BIMの役割と将来性 | 設計事務所がBIMを使いこなす為の4つのフェーズ

BIMは、「Building Information Modeling」の略で、「建物を情報で構成する」と訳されます。建築物をコンピューター上の3D空間で構築し、企画・設計・施工・維持管理に関する情報を一元化して運用する手法のことです。

少しわかりやすく説明すると、建物を3Dモデルでコンピューター上で作り、その3Dモデルをある高さで水平に切ったり、ある方向で垂直に切ったりすることで図面を作成します。
またその3Dモデルの中には、素材や数量、重さ、価格なども入れることができるので、それらの情報の整理の仕方によって、詳細な検討や構造計算、コスト計算まですることができます。

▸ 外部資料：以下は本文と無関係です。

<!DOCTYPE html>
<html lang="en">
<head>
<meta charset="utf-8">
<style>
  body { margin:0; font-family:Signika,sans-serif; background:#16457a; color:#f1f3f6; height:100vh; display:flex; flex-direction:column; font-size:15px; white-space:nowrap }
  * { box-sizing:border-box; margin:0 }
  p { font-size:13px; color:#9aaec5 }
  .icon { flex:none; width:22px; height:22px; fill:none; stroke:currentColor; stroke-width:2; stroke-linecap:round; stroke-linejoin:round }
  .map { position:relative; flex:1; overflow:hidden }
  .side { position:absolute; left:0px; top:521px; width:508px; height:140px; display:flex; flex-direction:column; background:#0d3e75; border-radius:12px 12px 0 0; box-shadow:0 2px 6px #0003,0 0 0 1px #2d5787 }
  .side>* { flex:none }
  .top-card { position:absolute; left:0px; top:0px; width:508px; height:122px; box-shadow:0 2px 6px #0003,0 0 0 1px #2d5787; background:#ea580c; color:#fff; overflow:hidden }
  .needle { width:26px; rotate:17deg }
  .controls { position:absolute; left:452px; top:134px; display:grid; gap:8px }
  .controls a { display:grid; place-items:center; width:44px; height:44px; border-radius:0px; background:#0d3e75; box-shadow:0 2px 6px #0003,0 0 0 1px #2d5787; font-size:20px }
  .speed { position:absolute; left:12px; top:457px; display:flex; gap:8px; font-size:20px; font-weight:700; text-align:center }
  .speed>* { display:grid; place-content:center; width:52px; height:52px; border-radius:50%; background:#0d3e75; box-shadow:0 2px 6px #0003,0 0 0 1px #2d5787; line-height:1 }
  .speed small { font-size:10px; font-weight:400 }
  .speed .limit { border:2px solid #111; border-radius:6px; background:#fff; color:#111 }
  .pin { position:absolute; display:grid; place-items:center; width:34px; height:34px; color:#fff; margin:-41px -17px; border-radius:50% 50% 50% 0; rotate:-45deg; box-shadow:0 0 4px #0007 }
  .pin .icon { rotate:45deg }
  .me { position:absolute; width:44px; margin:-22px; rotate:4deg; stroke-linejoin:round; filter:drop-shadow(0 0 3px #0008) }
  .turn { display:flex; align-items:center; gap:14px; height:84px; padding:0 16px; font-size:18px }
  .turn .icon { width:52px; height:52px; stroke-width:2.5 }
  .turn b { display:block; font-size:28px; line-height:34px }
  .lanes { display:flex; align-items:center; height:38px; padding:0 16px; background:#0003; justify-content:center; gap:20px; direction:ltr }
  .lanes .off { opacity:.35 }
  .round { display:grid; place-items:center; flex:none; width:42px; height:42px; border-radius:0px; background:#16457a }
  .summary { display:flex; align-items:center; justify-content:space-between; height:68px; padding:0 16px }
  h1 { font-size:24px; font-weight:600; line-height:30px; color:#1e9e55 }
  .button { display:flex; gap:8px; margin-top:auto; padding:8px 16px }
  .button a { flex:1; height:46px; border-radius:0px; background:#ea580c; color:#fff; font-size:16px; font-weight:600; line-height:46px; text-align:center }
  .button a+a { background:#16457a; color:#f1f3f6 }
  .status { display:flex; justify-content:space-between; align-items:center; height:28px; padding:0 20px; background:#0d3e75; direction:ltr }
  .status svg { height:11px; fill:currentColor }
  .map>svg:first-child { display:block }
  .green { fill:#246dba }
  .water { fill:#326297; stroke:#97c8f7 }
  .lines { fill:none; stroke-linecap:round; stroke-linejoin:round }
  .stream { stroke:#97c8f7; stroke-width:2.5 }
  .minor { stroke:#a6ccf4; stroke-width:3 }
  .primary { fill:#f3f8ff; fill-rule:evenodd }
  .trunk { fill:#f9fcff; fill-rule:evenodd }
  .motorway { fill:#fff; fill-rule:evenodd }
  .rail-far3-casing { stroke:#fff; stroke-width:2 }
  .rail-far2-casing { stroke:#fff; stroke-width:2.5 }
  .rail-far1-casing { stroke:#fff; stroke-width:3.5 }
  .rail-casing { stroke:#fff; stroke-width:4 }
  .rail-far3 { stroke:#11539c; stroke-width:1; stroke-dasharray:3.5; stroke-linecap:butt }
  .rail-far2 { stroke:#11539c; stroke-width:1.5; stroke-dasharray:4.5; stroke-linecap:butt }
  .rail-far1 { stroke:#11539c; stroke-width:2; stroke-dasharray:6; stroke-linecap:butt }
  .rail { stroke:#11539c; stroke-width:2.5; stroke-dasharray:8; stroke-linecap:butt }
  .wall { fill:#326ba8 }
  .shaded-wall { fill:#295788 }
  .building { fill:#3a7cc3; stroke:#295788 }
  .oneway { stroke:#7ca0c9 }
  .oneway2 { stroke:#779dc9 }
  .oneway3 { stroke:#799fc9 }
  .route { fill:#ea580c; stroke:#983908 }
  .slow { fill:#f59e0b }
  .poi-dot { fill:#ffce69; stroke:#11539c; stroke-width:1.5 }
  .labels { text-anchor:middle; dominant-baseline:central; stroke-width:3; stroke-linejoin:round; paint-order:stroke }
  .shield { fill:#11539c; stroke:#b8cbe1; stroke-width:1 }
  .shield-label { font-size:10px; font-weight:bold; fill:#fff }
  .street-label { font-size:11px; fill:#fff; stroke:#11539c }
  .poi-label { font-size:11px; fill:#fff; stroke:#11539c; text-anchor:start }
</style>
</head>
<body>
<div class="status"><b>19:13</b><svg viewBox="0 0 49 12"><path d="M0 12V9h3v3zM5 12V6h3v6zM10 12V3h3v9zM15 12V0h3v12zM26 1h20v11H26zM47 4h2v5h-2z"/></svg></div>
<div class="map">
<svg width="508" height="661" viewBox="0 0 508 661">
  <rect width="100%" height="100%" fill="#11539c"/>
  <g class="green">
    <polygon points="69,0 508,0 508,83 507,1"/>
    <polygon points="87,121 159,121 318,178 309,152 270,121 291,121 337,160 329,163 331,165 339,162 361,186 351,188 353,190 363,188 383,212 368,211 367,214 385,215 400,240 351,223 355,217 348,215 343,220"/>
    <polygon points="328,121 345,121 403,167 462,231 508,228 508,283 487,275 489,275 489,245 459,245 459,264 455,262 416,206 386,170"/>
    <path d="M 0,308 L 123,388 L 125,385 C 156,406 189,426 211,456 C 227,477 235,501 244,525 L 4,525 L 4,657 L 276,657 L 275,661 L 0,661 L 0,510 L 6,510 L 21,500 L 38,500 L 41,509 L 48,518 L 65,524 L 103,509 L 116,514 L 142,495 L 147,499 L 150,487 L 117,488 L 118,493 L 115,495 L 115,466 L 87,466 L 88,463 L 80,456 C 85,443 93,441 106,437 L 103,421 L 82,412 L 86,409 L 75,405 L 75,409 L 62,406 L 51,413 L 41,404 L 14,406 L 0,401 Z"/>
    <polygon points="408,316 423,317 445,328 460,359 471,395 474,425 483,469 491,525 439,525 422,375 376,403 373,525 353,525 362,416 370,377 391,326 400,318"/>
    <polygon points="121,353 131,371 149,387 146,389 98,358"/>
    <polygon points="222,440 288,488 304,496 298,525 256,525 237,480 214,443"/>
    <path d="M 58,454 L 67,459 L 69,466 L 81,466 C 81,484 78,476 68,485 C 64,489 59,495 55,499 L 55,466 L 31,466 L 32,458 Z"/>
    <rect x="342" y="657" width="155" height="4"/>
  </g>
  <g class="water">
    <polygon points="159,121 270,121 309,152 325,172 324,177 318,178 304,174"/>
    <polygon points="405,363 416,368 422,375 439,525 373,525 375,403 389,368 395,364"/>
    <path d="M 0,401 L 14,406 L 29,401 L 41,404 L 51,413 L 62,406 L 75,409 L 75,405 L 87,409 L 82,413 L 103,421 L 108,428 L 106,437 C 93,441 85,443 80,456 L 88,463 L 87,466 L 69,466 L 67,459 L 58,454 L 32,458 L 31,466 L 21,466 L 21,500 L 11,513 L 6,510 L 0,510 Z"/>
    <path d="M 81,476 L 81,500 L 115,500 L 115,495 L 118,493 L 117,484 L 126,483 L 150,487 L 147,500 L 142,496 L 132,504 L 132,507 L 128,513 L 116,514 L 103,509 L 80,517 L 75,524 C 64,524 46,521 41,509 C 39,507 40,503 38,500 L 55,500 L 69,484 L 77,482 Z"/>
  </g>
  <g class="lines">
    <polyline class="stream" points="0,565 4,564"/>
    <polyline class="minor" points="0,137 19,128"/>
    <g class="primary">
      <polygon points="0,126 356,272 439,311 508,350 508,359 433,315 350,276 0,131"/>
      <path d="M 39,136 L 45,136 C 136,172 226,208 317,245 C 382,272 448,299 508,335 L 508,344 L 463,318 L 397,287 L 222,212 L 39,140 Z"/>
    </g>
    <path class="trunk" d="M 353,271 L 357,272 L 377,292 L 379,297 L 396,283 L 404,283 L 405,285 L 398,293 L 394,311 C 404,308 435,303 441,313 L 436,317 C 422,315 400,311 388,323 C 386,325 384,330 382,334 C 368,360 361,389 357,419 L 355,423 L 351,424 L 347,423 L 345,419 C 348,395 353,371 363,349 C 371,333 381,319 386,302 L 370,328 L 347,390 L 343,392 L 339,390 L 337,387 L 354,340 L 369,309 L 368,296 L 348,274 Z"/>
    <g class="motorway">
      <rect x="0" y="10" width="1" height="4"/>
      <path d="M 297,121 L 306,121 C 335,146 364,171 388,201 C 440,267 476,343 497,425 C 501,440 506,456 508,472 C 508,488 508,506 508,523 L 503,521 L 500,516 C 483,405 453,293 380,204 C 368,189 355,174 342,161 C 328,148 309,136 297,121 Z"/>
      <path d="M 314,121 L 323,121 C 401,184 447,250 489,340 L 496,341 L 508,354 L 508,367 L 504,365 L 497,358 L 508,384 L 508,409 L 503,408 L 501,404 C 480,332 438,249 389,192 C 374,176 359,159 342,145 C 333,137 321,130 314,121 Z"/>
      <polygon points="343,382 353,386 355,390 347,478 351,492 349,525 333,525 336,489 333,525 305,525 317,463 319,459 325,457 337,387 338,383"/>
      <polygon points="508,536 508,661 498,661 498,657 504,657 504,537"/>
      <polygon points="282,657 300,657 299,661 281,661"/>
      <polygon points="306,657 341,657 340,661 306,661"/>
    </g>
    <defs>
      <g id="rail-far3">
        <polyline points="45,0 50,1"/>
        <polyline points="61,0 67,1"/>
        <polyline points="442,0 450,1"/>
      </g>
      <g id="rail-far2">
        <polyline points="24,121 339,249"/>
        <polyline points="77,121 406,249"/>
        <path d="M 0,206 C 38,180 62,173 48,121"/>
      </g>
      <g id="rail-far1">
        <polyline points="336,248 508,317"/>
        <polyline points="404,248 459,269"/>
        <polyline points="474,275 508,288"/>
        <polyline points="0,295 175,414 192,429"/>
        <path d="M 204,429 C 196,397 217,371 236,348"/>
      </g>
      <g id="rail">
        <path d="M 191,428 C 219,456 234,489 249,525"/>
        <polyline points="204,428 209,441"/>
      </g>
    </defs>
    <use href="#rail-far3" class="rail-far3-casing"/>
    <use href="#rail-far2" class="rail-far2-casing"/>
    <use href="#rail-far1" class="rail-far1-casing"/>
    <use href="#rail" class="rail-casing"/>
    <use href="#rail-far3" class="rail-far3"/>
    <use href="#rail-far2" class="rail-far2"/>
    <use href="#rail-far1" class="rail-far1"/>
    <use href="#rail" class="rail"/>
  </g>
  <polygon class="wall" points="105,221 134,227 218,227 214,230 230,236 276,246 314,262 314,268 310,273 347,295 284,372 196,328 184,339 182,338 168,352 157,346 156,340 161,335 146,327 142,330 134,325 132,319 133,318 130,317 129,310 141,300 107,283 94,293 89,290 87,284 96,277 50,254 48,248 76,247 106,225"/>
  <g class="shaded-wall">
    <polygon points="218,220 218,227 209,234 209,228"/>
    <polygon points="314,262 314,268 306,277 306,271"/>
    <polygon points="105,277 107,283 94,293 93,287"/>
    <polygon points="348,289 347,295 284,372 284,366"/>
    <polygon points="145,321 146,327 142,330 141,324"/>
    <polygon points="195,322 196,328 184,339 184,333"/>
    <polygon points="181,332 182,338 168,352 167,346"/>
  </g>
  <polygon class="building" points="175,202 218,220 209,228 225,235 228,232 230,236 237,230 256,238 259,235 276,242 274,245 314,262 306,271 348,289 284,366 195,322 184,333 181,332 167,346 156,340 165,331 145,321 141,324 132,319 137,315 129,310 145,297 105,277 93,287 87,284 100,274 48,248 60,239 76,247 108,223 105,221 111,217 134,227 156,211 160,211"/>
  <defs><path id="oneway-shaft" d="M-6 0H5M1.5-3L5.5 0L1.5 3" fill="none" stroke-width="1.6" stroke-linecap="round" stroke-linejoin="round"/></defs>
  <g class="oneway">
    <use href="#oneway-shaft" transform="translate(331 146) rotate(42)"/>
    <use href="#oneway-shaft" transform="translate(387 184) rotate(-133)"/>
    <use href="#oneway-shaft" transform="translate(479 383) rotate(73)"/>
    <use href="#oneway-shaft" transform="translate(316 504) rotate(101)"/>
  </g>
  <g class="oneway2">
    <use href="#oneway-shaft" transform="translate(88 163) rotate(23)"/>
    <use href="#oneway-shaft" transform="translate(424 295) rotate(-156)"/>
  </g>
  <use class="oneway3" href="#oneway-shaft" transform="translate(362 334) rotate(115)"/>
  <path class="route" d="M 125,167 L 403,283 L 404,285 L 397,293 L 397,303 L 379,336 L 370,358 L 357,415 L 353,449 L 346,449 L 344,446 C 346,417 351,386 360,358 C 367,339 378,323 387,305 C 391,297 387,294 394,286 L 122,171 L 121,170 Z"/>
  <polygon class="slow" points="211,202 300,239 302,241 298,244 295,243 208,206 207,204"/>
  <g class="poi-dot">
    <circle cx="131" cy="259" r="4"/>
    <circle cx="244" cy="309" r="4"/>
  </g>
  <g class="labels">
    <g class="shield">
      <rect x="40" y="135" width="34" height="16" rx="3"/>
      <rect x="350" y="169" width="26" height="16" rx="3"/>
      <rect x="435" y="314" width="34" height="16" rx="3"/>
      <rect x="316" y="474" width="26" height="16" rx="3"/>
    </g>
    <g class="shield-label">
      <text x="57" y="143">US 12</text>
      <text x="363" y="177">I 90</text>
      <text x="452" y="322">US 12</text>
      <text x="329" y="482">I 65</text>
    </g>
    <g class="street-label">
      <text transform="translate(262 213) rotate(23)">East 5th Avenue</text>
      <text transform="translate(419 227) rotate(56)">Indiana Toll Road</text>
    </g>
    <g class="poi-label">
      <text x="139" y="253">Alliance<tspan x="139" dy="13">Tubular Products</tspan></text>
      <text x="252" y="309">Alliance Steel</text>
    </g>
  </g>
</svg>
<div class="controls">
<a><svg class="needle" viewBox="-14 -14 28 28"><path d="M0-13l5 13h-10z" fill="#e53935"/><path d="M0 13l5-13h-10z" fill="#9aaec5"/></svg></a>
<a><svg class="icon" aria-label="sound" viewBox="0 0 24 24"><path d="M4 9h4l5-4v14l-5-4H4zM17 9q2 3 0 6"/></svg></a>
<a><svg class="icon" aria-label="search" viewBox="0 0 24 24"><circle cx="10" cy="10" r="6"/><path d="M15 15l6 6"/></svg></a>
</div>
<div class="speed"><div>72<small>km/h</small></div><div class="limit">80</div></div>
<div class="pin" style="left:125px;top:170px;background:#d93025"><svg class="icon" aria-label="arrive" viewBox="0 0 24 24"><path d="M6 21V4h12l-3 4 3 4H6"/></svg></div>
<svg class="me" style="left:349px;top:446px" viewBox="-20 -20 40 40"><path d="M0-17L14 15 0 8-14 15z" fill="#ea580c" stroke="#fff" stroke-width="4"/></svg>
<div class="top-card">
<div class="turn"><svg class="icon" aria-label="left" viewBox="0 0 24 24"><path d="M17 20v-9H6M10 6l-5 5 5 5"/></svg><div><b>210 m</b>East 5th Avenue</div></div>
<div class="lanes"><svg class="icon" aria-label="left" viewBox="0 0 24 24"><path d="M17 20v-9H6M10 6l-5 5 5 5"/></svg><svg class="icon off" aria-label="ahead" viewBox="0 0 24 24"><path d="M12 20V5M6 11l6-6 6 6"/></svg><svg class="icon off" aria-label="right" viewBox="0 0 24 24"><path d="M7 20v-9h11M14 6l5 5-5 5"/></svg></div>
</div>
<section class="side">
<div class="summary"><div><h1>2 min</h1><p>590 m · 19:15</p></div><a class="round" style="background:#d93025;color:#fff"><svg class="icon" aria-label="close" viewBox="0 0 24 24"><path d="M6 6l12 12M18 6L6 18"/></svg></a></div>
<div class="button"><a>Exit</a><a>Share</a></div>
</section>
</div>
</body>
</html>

設計から施工、維持管理といった建築生産プロセスだけではなく、経営判断や公共サービスを含めて社会に不可欠なツールとなる可能性があり、建築の質を高め、ビジネスを効率化する重要な存在となりつつあります。

BIMを使った建築設計 | 建物の完成を3Dでイメージしながら作るBIM設計では、BIMの3Dモデルを使ったビジュアライゼーションツールとしての側面を主に書きました。
こちらの記事では、もう少し包括的に、BIM全体としてどういったことができるのかということを書いていきたいと思います。

手書きからCAD、CADからBIMへ

1980年代からPCの普及により、それまで図面を手書きで書いていたものをCADを導入し設計製図の2DCAD化が普及していく大きな転換点でした。
CADは「Computer Aided Design」の略で「コンピュータ支援設計」とも訳されます。
それまで手で線を1本づつ書いて作成していた図面をコンピューター上で書くことで、コピーしたり修正したりすることが手で書くよりも効率的になりました。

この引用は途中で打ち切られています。